## Required work:
The lines below that include "padding" are to be found and copied.

*** Raw data ***

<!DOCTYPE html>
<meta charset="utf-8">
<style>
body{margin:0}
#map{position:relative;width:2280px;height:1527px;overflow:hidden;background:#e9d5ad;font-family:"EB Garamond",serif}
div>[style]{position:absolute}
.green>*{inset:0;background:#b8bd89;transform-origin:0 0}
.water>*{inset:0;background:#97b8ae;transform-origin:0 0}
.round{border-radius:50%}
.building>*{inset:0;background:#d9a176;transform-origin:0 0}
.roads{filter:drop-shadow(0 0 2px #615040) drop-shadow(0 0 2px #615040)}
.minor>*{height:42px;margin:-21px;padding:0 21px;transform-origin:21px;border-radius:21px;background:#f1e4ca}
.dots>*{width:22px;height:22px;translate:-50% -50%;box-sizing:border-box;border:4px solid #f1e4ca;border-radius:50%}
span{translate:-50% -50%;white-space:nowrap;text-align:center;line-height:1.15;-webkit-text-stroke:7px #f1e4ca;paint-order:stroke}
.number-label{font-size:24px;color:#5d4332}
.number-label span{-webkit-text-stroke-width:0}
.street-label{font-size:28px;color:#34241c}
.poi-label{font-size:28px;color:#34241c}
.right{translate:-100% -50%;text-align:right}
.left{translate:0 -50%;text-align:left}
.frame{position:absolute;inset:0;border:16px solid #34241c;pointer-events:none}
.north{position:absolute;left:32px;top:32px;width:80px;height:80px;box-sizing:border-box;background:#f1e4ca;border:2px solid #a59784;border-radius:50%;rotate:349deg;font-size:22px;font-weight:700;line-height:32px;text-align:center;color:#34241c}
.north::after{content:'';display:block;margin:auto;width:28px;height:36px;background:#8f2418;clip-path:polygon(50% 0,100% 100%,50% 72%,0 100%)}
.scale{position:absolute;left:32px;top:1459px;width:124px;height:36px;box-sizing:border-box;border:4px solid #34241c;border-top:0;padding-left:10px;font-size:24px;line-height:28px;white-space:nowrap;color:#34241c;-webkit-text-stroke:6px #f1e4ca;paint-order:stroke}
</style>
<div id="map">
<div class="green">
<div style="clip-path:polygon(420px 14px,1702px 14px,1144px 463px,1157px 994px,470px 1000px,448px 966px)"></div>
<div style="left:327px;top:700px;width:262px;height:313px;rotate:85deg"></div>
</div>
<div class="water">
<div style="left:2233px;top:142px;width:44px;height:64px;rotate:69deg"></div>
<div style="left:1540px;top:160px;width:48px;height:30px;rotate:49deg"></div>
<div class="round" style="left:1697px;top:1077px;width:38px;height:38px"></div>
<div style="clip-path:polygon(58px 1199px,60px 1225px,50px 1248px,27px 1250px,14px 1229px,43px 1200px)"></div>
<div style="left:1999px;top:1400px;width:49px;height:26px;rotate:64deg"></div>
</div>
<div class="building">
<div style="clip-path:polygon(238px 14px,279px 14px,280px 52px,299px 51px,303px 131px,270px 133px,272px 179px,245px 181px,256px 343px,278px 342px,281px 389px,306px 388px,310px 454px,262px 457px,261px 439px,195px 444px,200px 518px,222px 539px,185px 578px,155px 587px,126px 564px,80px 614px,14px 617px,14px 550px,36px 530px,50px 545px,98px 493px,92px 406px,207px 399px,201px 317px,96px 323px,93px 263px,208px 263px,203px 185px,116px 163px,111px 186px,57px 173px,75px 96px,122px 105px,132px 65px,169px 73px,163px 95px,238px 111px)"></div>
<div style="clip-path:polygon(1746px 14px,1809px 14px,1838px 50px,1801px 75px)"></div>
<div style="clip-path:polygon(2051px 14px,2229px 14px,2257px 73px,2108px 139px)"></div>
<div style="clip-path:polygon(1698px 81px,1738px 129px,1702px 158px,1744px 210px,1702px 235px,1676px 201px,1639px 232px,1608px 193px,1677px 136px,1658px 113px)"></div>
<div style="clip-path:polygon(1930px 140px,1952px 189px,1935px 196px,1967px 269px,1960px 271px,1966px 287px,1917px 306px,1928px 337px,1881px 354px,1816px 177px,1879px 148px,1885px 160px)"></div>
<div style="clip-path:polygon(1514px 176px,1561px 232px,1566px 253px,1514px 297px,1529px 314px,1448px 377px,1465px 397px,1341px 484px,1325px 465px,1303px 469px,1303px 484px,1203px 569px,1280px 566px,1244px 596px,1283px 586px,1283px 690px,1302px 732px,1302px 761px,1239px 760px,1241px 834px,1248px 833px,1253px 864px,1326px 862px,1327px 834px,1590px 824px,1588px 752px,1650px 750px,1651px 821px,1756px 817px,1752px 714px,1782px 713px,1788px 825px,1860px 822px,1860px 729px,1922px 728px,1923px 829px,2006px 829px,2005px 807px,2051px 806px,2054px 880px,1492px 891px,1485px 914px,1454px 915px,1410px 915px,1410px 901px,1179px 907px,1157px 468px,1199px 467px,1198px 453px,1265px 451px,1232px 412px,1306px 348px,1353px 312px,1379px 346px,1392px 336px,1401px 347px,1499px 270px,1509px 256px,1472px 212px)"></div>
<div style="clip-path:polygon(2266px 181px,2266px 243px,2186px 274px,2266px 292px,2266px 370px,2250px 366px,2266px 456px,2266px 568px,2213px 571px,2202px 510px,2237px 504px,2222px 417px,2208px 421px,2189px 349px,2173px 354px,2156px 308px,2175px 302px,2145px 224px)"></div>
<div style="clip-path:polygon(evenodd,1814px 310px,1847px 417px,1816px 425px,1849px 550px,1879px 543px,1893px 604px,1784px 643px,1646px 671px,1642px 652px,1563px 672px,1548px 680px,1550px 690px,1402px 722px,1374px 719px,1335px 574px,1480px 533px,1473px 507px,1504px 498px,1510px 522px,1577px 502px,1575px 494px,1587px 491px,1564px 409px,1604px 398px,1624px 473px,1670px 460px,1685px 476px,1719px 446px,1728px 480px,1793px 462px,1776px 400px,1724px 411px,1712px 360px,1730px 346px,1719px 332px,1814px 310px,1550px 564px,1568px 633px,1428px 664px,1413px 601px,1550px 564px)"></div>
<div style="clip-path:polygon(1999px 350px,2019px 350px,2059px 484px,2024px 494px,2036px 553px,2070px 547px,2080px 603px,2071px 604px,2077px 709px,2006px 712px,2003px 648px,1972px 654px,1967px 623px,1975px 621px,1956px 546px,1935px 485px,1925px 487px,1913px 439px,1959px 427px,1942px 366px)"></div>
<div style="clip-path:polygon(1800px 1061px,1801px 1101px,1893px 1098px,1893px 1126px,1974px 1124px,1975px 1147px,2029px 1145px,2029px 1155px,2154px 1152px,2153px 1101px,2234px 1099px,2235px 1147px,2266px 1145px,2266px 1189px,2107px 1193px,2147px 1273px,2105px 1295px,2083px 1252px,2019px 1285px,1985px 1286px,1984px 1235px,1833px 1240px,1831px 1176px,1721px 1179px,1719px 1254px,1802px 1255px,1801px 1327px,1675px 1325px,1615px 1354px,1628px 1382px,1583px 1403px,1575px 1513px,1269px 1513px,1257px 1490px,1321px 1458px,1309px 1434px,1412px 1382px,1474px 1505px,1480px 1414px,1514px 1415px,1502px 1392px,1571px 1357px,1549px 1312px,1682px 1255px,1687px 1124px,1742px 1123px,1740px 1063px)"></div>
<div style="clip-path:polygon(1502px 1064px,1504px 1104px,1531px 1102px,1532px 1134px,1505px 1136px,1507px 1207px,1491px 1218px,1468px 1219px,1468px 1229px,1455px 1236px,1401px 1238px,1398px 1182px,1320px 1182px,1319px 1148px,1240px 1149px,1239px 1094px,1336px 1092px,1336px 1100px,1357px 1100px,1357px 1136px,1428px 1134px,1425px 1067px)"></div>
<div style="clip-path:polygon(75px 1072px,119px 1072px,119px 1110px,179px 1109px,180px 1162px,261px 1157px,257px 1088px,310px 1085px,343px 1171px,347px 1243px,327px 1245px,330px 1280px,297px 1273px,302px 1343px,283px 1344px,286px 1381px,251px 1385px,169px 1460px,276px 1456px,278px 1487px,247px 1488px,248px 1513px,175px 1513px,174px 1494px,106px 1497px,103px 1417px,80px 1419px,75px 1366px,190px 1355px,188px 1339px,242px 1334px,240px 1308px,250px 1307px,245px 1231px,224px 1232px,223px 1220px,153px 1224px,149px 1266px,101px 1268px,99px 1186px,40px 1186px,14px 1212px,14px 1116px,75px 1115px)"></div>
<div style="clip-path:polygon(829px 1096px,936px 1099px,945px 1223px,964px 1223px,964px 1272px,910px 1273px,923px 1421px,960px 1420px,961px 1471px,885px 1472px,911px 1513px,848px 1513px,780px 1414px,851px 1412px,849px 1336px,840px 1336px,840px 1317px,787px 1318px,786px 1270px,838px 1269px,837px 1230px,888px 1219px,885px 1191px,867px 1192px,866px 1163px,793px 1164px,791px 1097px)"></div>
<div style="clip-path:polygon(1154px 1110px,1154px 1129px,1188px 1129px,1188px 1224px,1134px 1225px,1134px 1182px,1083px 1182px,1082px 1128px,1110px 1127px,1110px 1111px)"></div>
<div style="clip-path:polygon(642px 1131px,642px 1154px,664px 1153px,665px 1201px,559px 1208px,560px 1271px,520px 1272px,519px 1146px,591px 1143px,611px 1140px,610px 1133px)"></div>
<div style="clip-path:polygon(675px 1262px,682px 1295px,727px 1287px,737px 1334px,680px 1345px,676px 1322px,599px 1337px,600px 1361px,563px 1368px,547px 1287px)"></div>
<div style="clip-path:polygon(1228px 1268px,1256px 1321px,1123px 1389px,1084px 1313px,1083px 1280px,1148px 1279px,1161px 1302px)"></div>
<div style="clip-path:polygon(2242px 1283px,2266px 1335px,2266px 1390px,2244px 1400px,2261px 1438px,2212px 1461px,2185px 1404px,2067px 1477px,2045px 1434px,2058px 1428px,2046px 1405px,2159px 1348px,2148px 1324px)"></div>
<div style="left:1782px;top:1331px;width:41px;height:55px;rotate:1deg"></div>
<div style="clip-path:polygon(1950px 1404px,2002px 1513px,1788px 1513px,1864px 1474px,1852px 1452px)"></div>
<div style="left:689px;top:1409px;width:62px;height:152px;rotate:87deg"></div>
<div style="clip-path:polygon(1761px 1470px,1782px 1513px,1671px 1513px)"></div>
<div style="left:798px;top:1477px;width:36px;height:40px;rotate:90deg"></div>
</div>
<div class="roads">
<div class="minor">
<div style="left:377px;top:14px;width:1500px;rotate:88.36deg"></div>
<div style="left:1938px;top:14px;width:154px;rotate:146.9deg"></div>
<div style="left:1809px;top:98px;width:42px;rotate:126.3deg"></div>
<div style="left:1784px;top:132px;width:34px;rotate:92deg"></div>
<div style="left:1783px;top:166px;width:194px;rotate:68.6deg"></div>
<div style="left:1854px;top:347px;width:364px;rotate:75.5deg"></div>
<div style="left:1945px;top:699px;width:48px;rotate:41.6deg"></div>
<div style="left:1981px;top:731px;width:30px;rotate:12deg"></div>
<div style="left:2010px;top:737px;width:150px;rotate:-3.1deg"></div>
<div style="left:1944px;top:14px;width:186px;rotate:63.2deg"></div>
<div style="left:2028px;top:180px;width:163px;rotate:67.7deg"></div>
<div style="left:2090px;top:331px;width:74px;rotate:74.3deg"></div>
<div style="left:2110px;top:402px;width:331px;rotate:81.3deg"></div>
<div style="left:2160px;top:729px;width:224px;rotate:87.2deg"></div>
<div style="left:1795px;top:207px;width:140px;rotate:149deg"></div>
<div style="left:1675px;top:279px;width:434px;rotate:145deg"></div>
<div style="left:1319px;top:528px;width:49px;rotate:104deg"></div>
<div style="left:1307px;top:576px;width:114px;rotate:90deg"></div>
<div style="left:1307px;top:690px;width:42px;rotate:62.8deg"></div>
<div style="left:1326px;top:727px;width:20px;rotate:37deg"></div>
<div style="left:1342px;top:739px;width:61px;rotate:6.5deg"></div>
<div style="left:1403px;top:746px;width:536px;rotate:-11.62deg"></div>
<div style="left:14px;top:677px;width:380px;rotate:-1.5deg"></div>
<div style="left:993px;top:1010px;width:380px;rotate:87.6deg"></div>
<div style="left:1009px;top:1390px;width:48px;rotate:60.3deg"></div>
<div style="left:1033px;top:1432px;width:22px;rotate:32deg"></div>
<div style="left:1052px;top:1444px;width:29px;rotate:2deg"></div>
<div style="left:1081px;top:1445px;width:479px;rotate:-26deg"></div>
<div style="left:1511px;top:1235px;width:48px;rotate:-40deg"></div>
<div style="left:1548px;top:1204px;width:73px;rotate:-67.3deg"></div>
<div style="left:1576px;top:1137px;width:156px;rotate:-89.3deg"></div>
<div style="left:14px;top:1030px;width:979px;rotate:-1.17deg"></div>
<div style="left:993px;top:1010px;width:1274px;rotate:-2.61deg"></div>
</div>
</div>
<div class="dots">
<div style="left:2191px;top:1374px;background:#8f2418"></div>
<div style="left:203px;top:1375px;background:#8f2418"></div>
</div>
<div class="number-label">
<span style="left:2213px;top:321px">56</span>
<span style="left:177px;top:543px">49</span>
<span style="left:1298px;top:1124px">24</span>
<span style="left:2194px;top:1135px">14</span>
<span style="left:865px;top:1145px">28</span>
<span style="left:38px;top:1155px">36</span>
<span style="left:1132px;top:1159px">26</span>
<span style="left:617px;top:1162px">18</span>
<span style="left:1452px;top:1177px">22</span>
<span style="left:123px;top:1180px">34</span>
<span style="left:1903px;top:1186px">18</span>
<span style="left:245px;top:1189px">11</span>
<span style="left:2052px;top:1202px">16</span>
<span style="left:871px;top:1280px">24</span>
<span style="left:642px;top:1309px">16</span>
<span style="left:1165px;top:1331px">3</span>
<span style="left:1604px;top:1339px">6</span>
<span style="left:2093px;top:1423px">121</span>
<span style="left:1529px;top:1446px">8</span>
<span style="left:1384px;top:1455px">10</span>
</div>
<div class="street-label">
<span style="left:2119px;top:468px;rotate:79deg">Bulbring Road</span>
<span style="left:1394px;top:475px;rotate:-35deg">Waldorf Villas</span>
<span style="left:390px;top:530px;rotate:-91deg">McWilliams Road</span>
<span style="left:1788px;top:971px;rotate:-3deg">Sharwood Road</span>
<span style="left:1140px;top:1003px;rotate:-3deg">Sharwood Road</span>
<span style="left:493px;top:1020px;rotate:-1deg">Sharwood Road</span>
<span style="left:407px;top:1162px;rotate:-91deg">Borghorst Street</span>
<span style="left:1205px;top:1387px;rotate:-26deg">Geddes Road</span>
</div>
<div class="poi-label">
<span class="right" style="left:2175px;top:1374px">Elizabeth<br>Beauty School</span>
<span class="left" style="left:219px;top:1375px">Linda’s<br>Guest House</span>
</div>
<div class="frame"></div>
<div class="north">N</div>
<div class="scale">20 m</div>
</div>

*** End of Raw data ***

## Reply:
.minor>*{height:42px;margin:-21px;padding:0 21px;transform-origin:21px;border-radius:21px;background:#f1e4ca}
.scale{position:absolute;left:32px;top:1459px;width:124px;height:36px;box-sizing:border-box;border:4px solid #34241c;border-top:0;padding-left:10px;font-size:24px;line-height:28px;white-space:nowrap;color:#34241c;-webkit-text-stroke:6px #f1e4ca;paint-order:stroke}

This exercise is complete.